Arriving at Hastings Point around 11.30 I find the tide is on the way out, a little further out than I was hoping but why let that get in the way. So I head off down the track to the beach from the point lookout scouting the location for a good spot to set up.
Now most people who understand photography would be screaming that it is the wrong time of day to get great photos, the sun is high and harsh – balancing light is a real challenge. This is where my new ND Filter comes into play. It’s a Hoya ND 500 (for the tech heads that’s 9 stops of light loss). I can still achieve that slow silky water look by adding this filter on my lens.
Finding a somewhat good location I proceed to set up my tripod keeping it quite low, almost dangerously close to the water should a good wave come in. After setting up and turning on the live view option on my camera (thinking that it will be easier to see what I am about to photograph) right you may think – wrong. The sun is streaming down restricting my view of the screen, the tripod is so low that unless I am going to become a mermaid I can’t see through the viewfinder.

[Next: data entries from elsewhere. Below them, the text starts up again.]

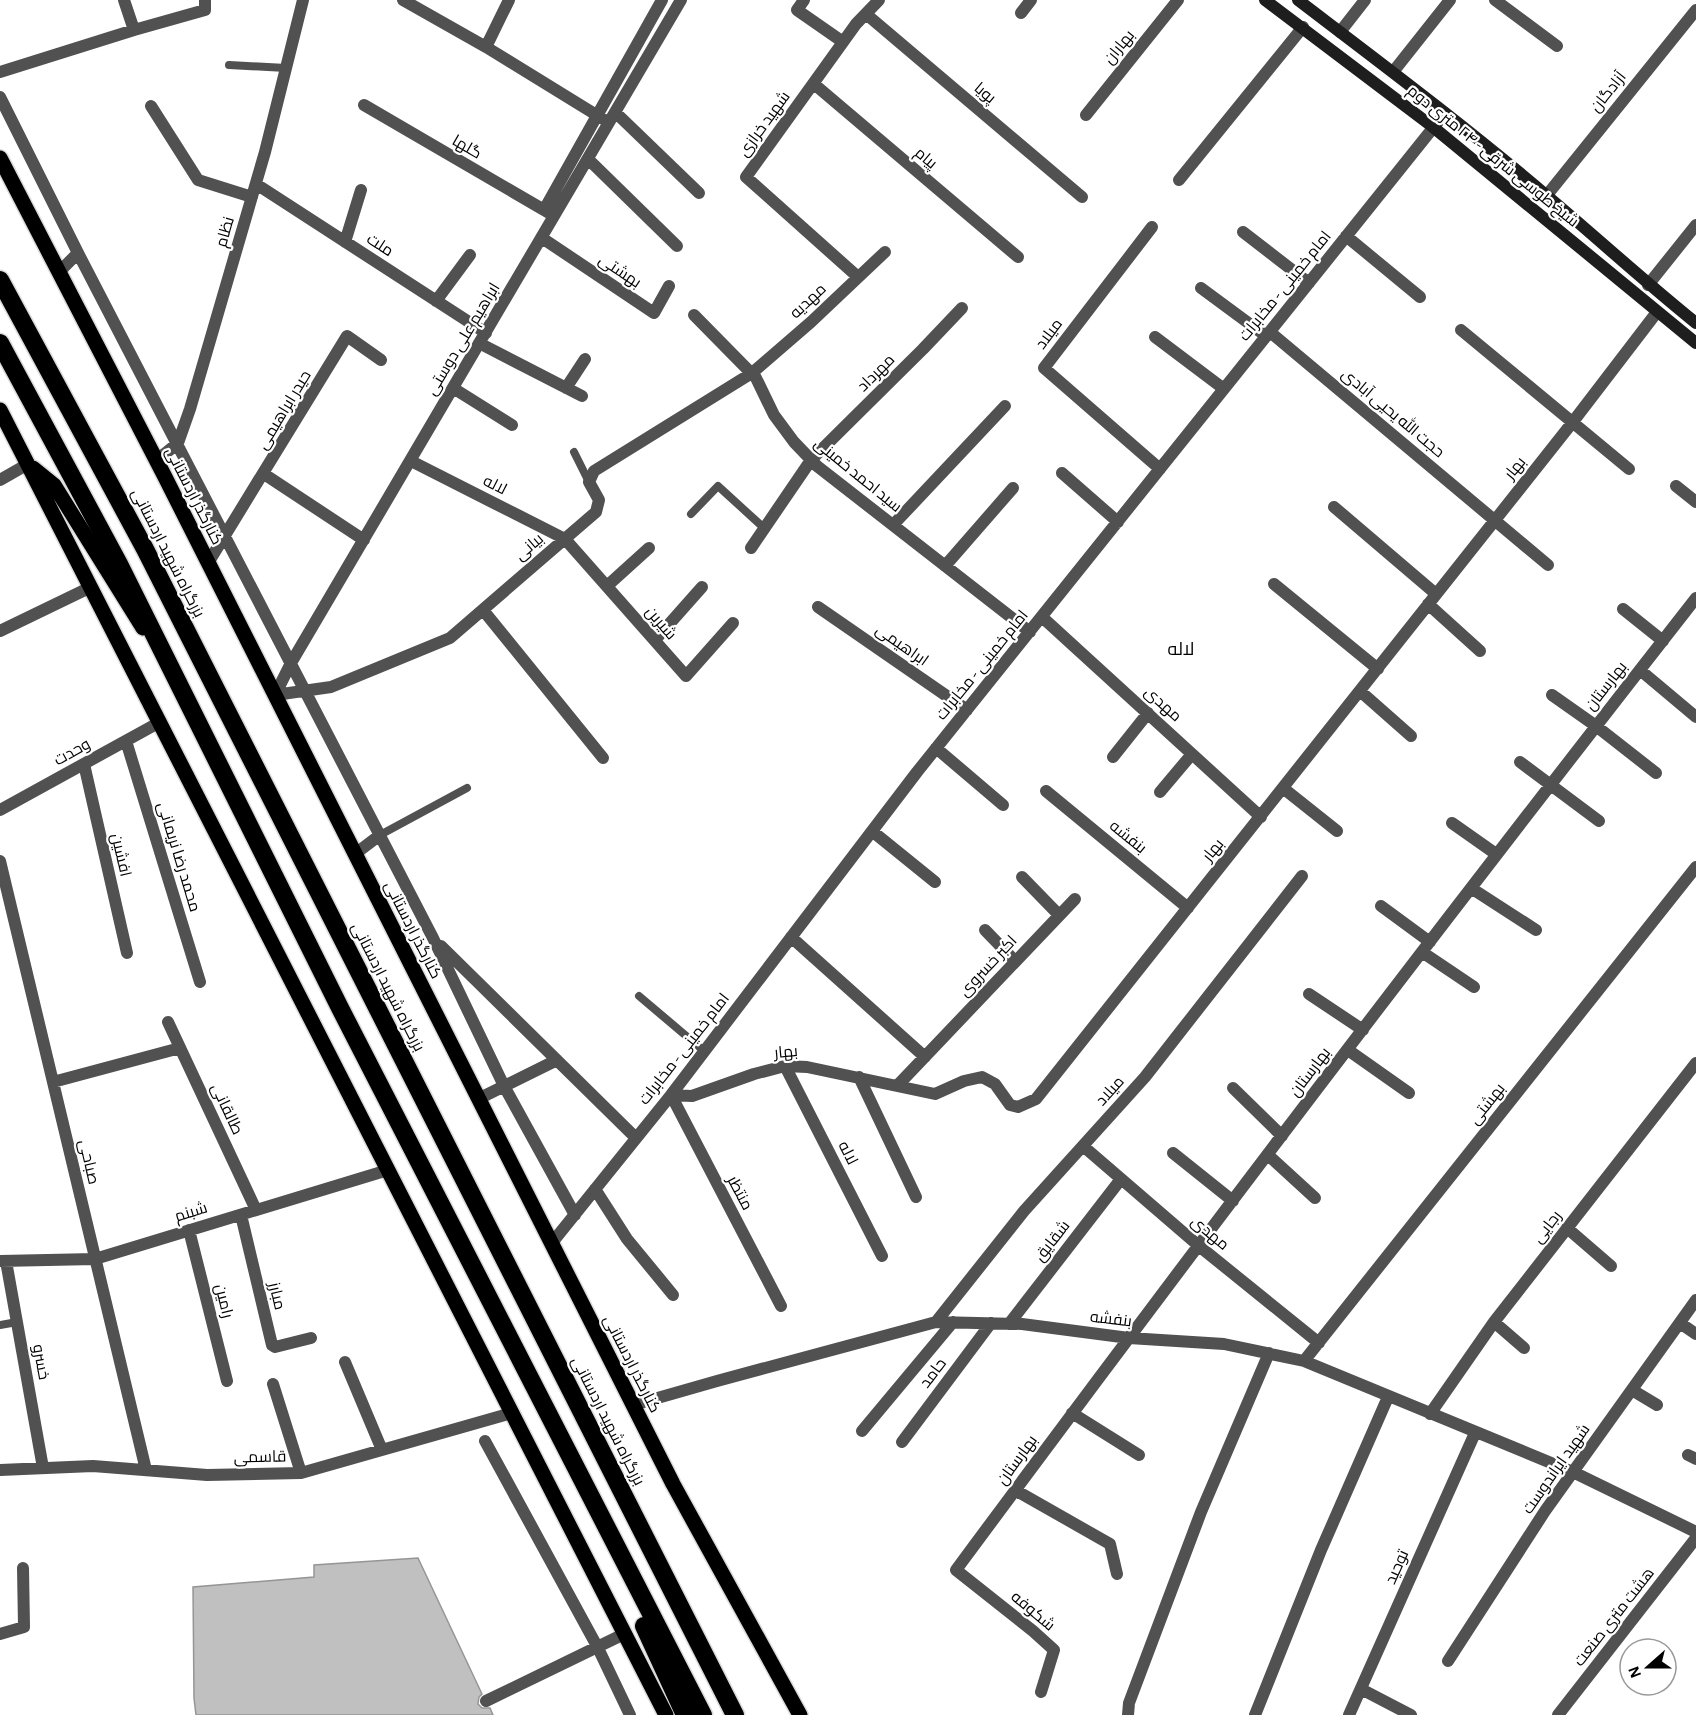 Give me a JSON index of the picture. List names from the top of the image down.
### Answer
{
  "streets": {
    "highway": ["بزرگراه شهید اردستانی"],
    "main road": ["شیخ طوسی شرقی - ۲۴ متری دوم", "کنارگذر اردستانی"],
    "street": [
      "بهاران",
      "آزادگان",
      "پویا",
      "شهید خرازی",
      "گلها",
      "پیام",
      "نظام",
      "ملت",
      "بهشتی",
      "امام خمینی - مخابرات",
      "مهدیه",
      "میلاد",
      "ابراهیم علی دوستی",
      "مهرداد",
      "حیدر ابراهیمی",
      "حجت الله یحیی آبادی",
      "بهار",
      "سید احمد خمینی",
      "لاله",
      "بیانی",
      "شیرین",
      "ابراهیمی",
      "بهارستان",
      "مهدی",
      "وحدت",
      "بنفشه",
      "افشین",
      "محمد رضا نریمانی",
      "اکبر خسروی",
      "طالقانی",
      "صباحی",
      "منتظر",
      "شبنم",
      "رجایی",
      "شقایق",
      "مبارز",
      "رامین",
      "خسرو",
      "حامد",
      "قاسمی",
      "شهید ایراندوست",
      "توحید",
      "شکوفه",
      "هشت متری صنعت"
    ]
  },
  "crossings": [
    ["آزادگان", "شیخ طوسی شرقی - ۲۴ متری دوم"],
    ["پویا", "شهید خرازی"],
    ["شهید خرازی", "پیام"],
    ["شهید خرازی", "مهدیه"],
    ["گلها", "ابراهیم علی دوستی"],
    ["شیخ طوسی شرقی - ۲۴ متری دوم", "امام خمینی - مخابرات"],
    ["شیخ طوسی شرقی - ۲۴ متری دوم", "بهار"],
    ["نظام", "ملت"],
    ["ملت", "ابراهیم علی دوستی"],
    ["بهشتی", "ابراهیم علی دوستی"],
    ["بهشتی", "مهدی"],
    ["بهشتی", "بنفشه"],
    ["امام خمینی - مخابرات", "میلاد"],
    ["امام خمینی - مخابرات", "حجت الله یحیی آبادی"],
    ["امام خمینی - مخابرات", "بهار"],
    ["امام خمینی - مخابرات", "سید احمد خمینی"],
    ["امام خمینی - مخابرات", "کنارگذر اردستانی"],
    ["امام خمینی - مخابرات", "ابراهیمی"],
    ["امام خمینی - مخابرات", "مهدی"],
    ["امام خمینی - مخابرات", "منتظر"],
    ["مهدیه", "سید احمد خمینی"],
    ["میلاد", "مهدی"],
    ["میلاد", "بنفشه"],
    ["ابراهیم علی دوستی", "لاله"],
    ["ابراهیم علی دوستی", "کنارگذر اردستانی"],
    ["ابراهیم علی دوستی", "بیانی"],
    ["مهرداد", "سید احمد خمینی"],
    ["حیدر ابراهیمی", "کنارگذر اردستانی"],
    ["حجت الله یحیی آبادی", "بهار"],
    ["بهار", "لاله"],
    ["بهار", "مهدی"],
    ["بهار", "بنفشه"],
    ["بهار", "اکبر خسروی"],
    ["بهار", "منتظر"],
    ["لاله", "بیانی"],
    ["لاله", "شیرین"],
    ["کنارگذر اردستانی", "بیانی"],
    ["کنارگذر اردستانی", "بنفشه"],
    ["بیانی", "شیرین"],
    ["بهارستان", "مهدی"],
    ["بهارستان", "بنفشه"],
    ["بهارستان", "شکوفه"],
    ["مهدی", "شقایق"],
    ["وحدت", "افشین"],
    ["وحدت", "محمد رضا نریمانی"],
    ["بنفشه", "رجایی"],
    ["بنفشه", "شقایق"],
    ["بنفشه", "حامد"],
    ["بنفشه", "شهید ایراندوست"],
    ["بنفشه", "توحید"],
    ["طالقانی", "شبنم"],
    ["صباحی", "شبنم"],
    ["صباحی", "قاسمی"],
    ["شبنم", "مبارز"],
    ["شبنم", "رامین"],
    ["شبنم", "خسرو"],
    ["خسرو", "قاسمی"]
  ],
  "districts": ["لاله"],
  "north": "left"
}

Plan B, pick a focus point, put camera back on tripod, switch to manual mode, screw on ND, dial in settings, push button on cable release and hope for the best 🙂 (yes, that’s right – hope for the best). On first attempt I used a shutter speed of 30 seconds, image looked a little over cooked (over exposed or blown out), so I dial it back to 15 seconds and go again. Now to see if I am actually capturing anything decent, I pick up the camera (tripod and all) and head over to my bag, using my tshirt and hat I cover the screen to see how my photo looks. YES – success of some sort, now my horizon is completely falling off the universe (sorry Aug 🙂 ) so will have to fix that in processing (note – not a good habit to get into).

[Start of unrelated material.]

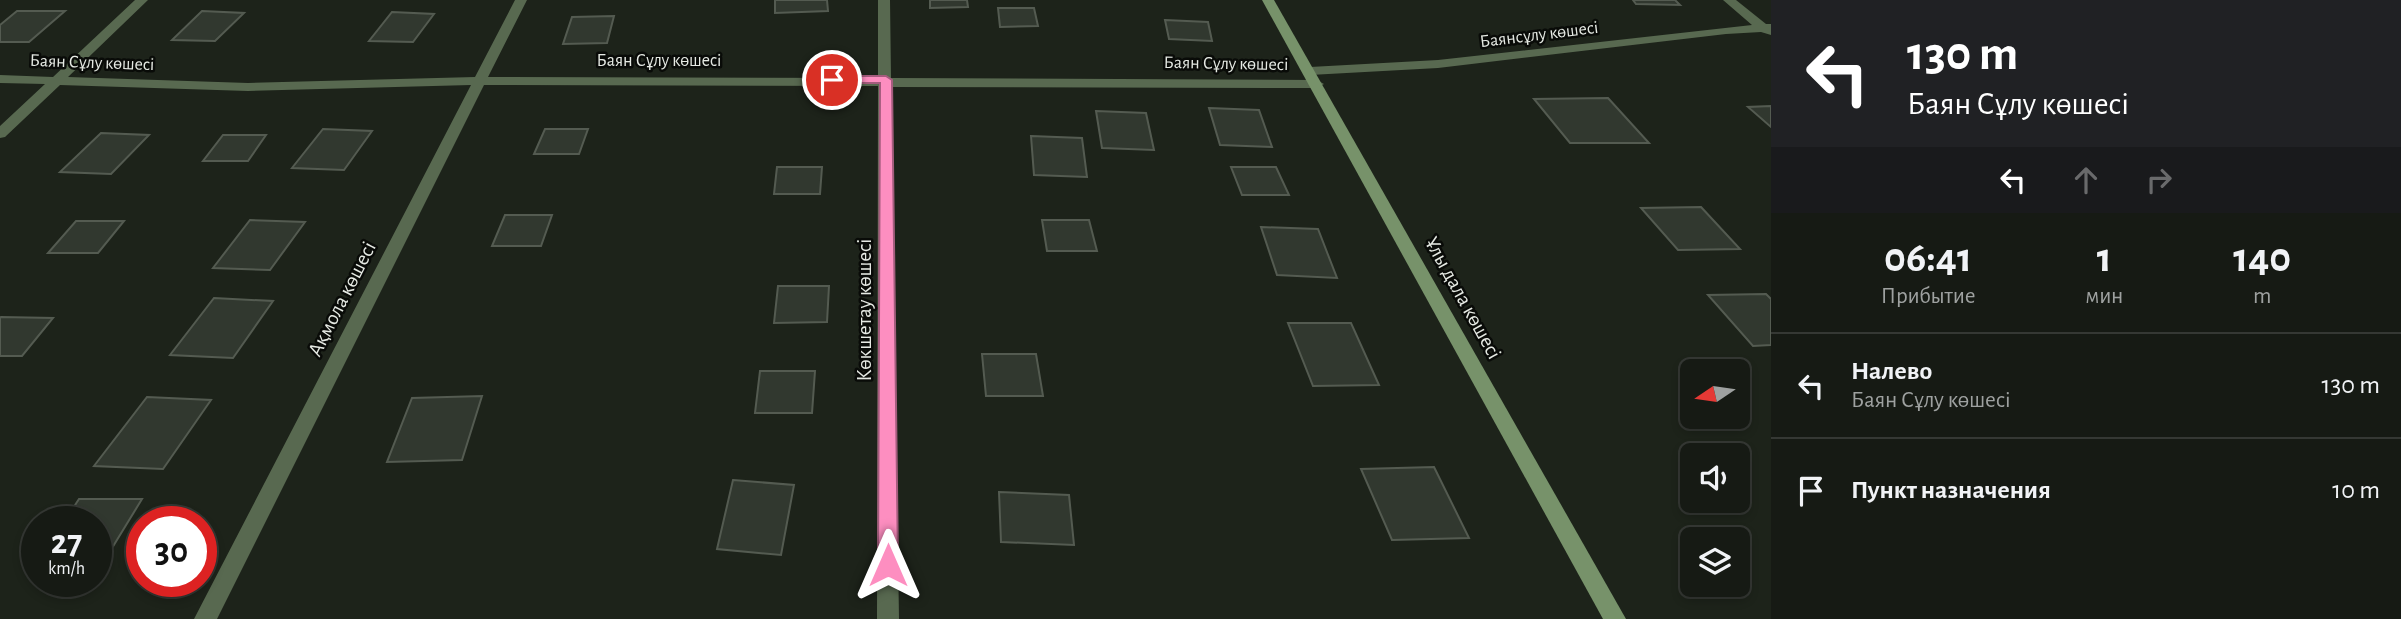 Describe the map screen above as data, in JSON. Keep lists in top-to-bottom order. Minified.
{"streets":{"street":["Баянсұлу көшесі","Баян Сұлу көшесі","Ұлы дала көшесі","Ақмола көшесі","Көкшетау көшесі"]},"crossings":[["Баянсұлу көшесі","Баян Сұлу көшесі"],["Баянсұлу көшесі","Ұлы дала көшесі"],["Баян Сұлу көшесі","Ұлы дала көшесі"],["Баян Сұлу көшесі","Ақмола көшесі"],["Баян Сұлу көшесі","Көкшетау көшесі"]],"north":"left","page":{"turn":["130 m","Баян Сұлу көшесі"],"eta":["06:41","Прибытие","1","мин","140","m"],"list":[{"name":"Налево","note":"Баян Сұлу көшесі","value":"130 m"},{"name":"Пункт назначения","value":"10 m"}],"speed":"27 km/h","limit":"30"}}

Ok 2 photos down now to try again in a slightly different position. So I start the process all over again. This goes on for just about 1/2 an hour and then I decide I must get a photo from another angle, problem is there is a rock in the way and the water is coming in the area I want to put my camera. So another plan B – I use the rock to hold the tripod from going into the water. Just to make sure whilst taking the photo I have one hand very close to holding the tripod just in case the water takes the tripod and camera. Very happy I made that decision as just before I go to take the next shot the wave comes in, drenches my jeans but missing the tripod and camera. Time to pack up and head home.
After downloading my photos I am pleasantly surprised with the results but as with all things in life, mastering the techniques required is a work in progress and I can’t wait for the next opportunity to play again.

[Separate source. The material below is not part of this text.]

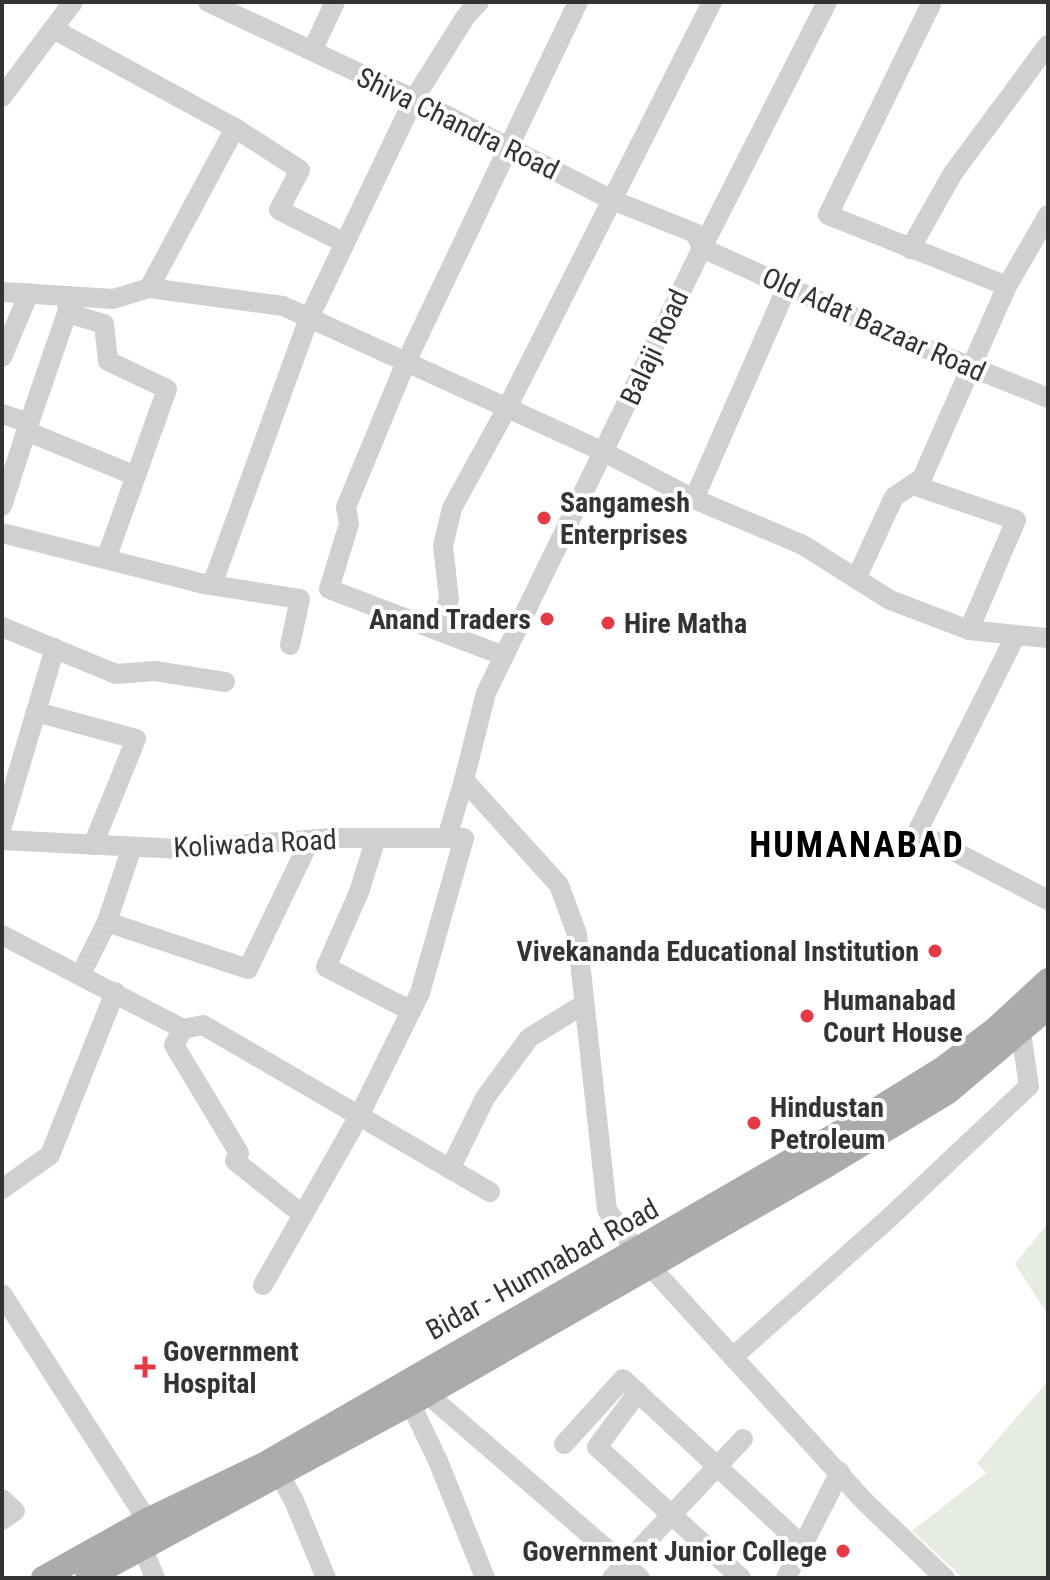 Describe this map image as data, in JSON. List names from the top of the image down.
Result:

A few things I learned from today – Looking at the RAW images I could have pushed the shutter speed to around 20 seconds and got a little better exposure straight out of camera. I need a back up plan for viewing images and less clothing 😉 . A few more tips when doing this type of photography, make sure when your camera is on a tripod you turn off any image stabilization on your lens and most importantly clean all your equipment when you get home from the beach – that includes giving your tripod a good long shower (yes, you heard right) as salt water and sand will damage and seize up your equipment real fast.